Showing posts with label books. Show all posts
Showing posts with label books. Show all posts

Thursday, April 4, 2013

The Book Thief and the Power of Words

 
My mom taught me to read when I was four. Since then, I’ve had words shoveled into my head by culture, literature, and dozens of other sources. Words are my comfort, words are my song, words are my liberation. The very base of society rests on reading, on communication through little chicken scratches on thin sheets made from trees. Words are essential to our society—regardless of the fact that 14 percent of the U.S.’s population is illiterate.*

Several of my bookish friends have mentioned Markus Zusak’s book, The Book Thief—a bookish book which I booked from the library to bookishly read.
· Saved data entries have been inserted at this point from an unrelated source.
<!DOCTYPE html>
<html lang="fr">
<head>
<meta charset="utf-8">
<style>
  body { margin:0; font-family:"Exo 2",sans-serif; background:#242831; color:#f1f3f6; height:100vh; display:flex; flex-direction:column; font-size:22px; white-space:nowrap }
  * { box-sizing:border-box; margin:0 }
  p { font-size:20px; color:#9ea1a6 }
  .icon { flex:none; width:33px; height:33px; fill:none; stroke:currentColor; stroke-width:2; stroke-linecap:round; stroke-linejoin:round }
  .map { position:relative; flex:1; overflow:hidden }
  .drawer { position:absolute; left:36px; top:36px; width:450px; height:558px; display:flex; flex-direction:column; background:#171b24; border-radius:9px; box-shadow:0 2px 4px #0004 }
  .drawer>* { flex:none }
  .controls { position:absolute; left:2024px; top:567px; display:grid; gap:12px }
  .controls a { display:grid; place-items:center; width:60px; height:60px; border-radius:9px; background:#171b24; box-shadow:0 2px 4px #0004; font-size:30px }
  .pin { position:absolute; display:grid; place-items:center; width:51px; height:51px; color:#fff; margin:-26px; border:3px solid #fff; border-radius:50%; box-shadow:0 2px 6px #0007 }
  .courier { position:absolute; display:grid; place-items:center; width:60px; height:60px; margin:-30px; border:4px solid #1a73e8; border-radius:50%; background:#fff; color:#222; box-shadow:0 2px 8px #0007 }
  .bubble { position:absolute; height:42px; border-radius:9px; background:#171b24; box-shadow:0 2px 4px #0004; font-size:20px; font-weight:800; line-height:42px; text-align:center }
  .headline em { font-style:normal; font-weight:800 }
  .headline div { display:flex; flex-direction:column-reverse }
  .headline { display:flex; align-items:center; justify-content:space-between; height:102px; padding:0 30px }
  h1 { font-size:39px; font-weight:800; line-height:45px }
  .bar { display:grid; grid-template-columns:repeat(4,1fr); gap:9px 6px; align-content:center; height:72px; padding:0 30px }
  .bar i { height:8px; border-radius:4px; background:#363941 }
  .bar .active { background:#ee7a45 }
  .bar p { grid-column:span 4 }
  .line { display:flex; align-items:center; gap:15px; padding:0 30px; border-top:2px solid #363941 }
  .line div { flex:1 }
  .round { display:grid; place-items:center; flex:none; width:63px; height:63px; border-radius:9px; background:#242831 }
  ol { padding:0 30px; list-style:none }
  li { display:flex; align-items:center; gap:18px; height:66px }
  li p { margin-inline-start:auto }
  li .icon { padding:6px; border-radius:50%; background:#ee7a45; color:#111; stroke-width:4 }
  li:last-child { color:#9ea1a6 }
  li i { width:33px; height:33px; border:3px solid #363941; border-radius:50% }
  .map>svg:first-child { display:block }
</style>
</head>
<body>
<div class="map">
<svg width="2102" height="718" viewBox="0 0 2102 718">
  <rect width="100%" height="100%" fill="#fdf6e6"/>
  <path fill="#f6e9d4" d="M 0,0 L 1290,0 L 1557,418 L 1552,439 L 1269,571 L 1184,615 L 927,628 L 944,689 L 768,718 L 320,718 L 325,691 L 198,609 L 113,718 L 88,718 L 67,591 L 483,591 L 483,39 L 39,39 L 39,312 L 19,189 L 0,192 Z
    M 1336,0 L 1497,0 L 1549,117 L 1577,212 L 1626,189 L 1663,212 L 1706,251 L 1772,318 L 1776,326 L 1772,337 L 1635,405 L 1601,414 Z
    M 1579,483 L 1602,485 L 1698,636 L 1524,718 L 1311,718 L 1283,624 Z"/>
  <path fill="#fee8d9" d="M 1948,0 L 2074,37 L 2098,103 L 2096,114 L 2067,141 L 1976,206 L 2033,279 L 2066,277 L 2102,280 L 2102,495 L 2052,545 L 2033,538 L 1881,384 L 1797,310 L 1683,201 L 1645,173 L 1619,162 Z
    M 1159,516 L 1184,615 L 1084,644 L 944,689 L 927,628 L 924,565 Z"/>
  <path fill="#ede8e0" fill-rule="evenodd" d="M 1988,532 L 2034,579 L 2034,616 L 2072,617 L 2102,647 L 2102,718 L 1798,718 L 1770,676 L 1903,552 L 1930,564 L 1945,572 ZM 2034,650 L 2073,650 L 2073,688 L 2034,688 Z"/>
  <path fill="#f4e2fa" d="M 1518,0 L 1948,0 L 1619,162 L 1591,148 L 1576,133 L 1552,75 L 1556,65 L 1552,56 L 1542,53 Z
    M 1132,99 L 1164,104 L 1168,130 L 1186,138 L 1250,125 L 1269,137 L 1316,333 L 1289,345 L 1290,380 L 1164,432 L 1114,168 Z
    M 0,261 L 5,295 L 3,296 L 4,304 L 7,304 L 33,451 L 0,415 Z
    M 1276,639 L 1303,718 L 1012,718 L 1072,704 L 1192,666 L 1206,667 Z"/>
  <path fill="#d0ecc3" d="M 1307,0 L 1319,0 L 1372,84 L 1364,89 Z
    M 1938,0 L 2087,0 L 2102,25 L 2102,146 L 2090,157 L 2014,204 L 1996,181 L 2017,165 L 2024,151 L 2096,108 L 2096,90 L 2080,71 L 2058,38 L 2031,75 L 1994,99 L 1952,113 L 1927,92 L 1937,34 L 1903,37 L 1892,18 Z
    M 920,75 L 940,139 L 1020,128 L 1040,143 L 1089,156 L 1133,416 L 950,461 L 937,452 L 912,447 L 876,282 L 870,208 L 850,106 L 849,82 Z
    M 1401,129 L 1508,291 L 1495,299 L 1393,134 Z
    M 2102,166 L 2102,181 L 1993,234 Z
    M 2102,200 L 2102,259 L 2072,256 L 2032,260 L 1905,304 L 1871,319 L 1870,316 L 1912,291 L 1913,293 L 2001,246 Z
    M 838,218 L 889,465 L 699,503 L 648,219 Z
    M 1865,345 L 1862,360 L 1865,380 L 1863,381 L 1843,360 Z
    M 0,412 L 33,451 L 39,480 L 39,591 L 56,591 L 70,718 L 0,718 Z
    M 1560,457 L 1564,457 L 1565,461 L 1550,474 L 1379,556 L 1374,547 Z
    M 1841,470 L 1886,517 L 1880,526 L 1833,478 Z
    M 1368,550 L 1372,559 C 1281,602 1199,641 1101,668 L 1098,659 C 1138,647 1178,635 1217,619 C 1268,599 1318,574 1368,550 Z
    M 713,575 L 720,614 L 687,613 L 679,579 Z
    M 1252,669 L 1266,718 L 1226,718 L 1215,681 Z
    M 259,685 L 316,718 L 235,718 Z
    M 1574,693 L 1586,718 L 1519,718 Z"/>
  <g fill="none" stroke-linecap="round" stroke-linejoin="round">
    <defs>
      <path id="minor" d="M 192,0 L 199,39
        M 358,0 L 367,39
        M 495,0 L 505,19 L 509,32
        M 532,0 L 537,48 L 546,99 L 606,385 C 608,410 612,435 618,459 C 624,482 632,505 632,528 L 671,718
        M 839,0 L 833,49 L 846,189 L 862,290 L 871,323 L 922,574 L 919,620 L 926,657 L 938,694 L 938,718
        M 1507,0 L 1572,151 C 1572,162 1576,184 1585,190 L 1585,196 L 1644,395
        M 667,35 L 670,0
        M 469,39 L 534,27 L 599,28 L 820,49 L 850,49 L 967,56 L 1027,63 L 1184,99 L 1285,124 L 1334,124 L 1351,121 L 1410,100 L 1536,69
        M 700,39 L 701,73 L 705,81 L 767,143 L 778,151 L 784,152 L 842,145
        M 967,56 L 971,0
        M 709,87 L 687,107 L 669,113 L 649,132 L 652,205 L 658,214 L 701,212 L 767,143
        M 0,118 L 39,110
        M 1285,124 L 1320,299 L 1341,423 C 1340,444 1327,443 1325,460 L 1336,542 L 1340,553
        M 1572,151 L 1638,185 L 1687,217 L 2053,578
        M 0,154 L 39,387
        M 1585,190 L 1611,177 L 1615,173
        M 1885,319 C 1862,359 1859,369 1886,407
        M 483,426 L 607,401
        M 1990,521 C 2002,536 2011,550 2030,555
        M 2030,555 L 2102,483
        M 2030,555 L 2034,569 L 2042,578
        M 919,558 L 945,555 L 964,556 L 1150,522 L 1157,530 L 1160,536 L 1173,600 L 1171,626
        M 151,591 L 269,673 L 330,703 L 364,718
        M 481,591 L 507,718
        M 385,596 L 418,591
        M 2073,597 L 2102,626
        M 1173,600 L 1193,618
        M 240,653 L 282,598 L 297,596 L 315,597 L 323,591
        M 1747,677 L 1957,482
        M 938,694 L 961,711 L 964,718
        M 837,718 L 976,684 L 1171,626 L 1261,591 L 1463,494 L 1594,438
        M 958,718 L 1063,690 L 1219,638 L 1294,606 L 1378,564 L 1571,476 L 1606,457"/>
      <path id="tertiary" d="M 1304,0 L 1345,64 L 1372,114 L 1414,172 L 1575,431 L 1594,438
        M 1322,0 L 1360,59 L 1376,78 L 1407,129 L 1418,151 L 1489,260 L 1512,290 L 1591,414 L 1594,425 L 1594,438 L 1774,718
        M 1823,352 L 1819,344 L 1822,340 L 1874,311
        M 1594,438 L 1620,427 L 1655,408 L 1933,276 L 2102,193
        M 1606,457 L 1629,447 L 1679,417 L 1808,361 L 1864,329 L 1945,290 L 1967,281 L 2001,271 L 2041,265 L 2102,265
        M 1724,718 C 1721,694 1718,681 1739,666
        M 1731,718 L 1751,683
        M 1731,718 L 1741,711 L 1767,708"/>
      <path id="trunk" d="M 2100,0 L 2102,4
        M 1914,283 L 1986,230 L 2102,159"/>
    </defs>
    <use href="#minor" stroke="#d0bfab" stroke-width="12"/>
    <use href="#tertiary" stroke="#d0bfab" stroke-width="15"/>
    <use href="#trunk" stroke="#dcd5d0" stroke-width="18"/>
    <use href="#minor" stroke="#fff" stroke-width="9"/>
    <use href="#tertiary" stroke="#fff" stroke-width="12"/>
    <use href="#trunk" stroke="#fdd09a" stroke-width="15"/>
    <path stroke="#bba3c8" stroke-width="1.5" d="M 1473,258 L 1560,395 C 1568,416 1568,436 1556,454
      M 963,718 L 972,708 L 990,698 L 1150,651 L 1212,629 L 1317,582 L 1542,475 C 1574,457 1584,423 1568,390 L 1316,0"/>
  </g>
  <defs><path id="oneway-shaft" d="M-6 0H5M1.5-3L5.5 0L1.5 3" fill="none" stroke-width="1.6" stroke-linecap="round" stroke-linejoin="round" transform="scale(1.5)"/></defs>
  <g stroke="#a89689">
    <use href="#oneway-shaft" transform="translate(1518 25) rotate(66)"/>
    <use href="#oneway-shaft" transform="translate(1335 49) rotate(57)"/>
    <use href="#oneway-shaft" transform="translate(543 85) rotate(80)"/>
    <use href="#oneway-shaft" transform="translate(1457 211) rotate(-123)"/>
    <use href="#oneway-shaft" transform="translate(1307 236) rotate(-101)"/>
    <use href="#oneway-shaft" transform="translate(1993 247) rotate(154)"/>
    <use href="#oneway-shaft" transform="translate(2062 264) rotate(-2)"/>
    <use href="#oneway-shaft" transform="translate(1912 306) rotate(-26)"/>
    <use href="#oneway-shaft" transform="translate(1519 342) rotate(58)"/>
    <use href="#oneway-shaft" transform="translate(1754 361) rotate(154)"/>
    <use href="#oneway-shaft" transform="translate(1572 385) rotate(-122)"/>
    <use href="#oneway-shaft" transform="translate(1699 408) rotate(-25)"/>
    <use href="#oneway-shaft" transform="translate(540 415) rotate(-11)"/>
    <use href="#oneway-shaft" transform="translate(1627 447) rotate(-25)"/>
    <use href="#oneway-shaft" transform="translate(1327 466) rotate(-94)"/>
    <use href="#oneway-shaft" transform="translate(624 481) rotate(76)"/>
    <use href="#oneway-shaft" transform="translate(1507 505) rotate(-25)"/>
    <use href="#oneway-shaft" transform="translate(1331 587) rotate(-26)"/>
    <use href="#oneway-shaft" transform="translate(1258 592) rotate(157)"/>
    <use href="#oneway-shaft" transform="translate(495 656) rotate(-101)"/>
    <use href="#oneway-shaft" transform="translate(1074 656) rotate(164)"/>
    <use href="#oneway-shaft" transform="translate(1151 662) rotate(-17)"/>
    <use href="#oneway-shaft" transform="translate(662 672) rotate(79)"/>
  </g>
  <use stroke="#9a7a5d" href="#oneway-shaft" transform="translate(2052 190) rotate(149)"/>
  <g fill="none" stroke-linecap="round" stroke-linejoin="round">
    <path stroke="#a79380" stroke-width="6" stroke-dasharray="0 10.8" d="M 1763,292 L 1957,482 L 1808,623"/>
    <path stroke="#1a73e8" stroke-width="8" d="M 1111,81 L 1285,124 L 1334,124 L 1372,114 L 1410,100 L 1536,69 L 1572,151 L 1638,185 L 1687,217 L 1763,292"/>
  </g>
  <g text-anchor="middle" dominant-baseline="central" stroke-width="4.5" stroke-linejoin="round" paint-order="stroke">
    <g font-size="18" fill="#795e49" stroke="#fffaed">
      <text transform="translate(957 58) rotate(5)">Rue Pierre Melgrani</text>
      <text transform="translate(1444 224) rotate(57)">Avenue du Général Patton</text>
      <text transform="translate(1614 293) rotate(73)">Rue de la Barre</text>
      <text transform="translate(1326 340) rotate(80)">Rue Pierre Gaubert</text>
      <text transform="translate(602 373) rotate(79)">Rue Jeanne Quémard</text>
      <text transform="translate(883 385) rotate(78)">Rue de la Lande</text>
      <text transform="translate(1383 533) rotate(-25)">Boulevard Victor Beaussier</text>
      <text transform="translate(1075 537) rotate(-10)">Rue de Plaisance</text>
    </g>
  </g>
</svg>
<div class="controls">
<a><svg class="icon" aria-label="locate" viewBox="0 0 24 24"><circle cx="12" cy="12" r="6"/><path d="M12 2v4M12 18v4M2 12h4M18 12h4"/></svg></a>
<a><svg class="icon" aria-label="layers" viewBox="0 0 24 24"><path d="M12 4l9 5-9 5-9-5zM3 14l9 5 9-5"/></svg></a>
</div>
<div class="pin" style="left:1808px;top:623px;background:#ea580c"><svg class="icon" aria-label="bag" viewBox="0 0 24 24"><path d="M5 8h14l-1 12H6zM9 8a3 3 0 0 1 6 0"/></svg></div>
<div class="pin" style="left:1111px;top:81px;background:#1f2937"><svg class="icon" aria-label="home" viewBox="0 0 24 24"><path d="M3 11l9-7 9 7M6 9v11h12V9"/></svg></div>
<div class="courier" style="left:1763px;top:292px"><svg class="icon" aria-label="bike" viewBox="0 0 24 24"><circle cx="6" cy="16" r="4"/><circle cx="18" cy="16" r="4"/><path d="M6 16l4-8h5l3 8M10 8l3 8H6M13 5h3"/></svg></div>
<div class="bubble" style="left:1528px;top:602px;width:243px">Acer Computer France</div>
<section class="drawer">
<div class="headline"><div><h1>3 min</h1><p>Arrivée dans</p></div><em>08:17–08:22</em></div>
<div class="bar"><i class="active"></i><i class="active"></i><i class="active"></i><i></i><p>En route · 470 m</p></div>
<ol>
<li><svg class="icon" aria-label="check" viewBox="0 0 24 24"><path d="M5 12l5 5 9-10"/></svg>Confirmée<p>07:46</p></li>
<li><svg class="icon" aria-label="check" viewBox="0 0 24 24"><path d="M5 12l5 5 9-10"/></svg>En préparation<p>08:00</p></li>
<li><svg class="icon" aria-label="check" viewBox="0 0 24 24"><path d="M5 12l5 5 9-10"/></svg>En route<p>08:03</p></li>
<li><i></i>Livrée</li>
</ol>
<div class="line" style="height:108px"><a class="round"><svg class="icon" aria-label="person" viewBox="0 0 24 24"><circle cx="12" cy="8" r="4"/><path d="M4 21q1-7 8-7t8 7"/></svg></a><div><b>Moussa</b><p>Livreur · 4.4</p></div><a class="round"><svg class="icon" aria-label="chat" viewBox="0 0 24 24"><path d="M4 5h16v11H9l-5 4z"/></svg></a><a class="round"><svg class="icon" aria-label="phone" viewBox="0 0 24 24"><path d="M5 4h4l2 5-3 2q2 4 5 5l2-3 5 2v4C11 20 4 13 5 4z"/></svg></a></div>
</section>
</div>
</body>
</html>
There’s no doubt it’s a book that must be grappled with, but gives few answers for the many questions it raises.

The Ideas
 
Set in World War II, Liesel Meminger’s world is very bleak. Words become her way out. The first book Liesel steals becomes her link with the past, and as time goes on, the books she reads provide a way of staying sane in the insanity. Indeed, this theme is so strong as to verge on preachy. Several characters are saved by books (and an accordion), in various manners. The Fuhrer invites followers, “beckoning them with his finest, ugliest words, handpicked from his forests….Words were fed into them. Time disappeared and they now knew everything they needed to know. They were hypnotized.”